__EXERCISE DESCRIPTION__. Exactly how many lines in this data contain the word "content"? Only the number should be given.

··· MATERIAL SHOWN ···

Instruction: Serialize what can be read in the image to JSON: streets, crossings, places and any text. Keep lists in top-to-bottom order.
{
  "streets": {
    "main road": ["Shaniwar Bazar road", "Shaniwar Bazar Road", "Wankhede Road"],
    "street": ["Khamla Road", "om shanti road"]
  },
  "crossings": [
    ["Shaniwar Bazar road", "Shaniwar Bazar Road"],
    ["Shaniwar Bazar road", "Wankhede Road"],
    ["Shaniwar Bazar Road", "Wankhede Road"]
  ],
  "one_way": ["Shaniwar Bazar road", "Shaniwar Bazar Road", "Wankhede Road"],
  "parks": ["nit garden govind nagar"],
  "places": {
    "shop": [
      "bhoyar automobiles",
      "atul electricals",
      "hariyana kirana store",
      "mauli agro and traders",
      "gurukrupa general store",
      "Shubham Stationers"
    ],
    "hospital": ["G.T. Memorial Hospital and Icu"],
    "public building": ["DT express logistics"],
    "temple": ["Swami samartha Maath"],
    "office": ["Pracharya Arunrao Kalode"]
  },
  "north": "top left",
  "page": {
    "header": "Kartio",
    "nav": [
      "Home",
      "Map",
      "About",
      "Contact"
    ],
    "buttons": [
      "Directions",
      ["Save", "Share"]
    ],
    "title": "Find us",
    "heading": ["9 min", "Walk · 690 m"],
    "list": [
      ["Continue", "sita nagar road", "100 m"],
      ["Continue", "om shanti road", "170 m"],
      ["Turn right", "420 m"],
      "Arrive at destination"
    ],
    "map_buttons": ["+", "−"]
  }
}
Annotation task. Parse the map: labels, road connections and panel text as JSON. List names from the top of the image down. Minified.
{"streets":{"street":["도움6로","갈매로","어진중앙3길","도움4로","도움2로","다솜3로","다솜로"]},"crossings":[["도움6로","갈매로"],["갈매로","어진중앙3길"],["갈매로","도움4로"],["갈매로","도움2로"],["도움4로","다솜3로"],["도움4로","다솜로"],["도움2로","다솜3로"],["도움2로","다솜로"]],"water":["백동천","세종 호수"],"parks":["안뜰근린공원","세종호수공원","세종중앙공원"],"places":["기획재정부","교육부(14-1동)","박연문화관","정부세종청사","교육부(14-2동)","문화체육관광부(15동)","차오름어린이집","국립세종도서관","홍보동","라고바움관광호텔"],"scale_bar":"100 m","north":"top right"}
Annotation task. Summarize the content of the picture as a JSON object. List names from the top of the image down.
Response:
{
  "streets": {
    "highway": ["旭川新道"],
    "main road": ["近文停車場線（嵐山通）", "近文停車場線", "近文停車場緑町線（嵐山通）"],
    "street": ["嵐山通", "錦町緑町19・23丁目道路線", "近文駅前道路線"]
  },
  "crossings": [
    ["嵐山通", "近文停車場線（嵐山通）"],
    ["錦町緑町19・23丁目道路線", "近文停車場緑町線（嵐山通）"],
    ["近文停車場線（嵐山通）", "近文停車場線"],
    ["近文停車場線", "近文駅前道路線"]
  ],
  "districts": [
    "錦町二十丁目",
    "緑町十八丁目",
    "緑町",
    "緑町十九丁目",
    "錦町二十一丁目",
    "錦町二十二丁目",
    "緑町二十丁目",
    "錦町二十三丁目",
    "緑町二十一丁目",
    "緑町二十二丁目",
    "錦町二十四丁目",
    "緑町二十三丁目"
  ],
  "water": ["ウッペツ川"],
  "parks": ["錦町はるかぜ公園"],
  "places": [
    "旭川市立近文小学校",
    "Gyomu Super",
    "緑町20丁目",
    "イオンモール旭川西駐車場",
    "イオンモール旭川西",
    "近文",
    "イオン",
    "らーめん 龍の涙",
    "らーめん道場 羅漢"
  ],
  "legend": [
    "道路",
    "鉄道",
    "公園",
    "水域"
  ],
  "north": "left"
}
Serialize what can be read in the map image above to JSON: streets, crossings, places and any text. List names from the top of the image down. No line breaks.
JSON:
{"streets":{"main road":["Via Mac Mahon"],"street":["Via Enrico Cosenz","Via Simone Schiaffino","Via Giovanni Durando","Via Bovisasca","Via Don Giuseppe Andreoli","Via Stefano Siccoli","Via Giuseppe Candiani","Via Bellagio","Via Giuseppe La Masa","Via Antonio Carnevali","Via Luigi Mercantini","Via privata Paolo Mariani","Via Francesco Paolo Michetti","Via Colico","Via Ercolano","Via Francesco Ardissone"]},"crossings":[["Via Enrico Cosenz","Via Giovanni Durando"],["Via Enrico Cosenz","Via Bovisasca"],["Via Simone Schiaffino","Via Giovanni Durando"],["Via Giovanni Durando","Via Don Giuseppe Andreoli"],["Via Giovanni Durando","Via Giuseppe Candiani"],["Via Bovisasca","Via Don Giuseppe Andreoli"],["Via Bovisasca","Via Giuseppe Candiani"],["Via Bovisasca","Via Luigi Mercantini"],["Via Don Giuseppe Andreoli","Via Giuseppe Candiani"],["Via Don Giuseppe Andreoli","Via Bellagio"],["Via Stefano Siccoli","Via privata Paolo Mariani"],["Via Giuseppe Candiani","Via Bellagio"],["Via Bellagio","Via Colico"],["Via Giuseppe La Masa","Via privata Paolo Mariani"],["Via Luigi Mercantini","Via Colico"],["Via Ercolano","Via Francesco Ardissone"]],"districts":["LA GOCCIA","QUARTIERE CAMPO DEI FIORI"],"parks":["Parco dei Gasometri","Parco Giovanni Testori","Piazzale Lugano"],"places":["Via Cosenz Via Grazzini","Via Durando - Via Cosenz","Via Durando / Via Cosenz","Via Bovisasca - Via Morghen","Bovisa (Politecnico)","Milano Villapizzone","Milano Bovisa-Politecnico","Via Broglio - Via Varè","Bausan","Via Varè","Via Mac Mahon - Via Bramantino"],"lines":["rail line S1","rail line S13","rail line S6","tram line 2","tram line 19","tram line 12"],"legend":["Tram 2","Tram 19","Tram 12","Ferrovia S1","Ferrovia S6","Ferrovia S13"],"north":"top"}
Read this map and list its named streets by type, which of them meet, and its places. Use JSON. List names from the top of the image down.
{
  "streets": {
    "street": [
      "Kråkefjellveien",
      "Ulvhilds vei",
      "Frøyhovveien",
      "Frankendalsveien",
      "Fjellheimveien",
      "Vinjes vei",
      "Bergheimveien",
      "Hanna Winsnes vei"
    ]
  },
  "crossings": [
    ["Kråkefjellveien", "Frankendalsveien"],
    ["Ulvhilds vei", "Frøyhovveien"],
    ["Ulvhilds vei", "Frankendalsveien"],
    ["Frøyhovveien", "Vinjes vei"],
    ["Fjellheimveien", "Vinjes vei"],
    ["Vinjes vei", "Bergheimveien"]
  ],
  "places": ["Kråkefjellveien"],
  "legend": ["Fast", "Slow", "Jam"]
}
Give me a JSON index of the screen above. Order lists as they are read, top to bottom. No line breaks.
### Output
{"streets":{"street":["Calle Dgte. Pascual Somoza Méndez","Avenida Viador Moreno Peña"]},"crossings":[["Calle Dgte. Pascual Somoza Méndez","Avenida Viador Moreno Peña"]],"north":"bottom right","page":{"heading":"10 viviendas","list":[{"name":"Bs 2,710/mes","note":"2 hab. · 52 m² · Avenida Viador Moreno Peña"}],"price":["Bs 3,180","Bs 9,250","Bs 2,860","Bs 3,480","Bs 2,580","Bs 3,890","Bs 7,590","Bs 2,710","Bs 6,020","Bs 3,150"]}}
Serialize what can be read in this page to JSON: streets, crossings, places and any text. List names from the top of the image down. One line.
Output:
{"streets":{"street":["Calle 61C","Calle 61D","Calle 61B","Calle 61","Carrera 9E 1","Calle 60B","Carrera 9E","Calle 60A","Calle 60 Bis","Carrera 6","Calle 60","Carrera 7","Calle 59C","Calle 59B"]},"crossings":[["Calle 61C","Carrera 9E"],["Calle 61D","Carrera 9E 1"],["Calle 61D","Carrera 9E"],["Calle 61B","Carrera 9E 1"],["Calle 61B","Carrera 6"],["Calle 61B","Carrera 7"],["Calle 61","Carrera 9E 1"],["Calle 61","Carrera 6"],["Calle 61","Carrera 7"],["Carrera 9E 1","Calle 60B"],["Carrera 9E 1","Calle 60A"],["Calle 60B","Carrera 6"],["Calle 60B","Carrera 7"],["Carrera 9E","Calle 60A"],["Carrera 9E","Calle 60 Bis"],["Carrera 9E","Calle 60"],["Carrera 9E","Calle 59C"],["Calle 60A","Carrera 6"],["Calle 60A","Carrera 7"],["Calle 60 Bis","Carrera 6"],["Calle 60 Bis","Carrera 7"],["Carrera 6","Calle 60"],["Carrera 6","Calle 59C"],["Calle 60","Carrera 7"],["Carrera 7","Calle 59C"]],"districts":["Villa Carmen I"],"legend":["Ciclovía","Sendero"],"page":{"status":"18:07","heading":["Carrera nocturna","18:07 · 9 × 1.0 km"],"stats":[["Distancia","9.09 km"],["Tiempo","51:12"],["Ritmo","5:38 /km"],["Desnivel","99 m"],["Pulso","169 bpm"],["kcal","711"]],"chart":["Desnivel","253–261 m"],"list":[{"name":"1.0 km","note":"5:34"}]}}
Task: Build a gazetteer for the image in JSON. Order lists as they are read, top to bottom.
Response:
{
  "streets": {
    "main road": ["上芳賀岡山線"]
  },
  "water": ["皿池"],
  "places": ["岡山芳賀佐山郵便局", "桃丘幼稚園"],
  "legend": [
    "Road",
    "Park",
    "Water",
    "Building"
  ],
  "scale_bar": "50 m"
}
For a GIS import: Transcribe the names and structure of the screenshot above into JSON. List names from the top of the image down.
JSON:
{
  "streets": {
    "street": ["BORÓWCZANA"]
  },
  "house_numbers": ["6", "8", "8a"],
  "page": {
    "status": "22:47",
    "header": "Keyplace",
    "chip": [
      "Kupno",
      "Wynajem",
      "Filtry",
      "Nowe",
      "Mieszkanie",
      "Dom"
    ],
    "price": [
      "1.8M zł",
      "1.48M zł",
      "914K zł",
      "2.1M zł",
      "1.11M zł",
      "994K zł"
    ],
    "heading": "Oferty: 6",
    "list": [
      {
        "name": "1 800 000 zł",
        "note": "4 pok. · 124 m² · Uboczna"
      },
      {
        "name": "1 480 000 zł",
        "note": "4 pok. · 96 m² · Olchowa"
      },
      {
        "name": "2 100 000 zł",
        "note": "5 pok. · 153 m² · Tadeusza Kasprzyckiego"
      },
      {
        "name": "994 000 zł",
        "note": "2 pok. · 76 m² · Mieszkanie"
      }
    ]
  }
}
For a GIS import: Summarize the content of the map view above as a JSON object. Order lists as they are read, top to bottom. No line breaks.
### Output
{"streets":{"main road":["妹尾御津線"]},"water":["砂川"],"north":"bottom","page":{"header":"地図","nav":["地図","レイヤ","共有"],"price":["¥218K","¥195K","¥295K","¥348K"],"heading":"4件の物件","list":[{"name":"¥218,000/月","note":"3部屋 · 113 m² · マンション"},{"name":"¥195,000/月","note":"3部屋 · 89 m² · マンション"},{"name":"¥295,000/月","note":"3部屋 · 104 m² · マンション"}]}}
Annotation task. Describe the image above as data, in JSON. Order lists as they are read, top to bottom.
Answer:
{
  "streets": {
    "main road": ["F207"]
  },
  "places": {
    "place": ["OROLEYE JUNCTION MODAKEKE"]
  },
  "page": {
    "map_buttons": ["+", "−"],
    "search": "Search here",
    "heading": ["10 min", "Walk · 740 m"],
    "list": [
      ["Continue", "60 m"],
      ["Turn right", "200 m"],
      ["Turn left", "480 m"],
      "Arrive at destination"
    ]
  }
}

···

__COMPLETED TASK__. 2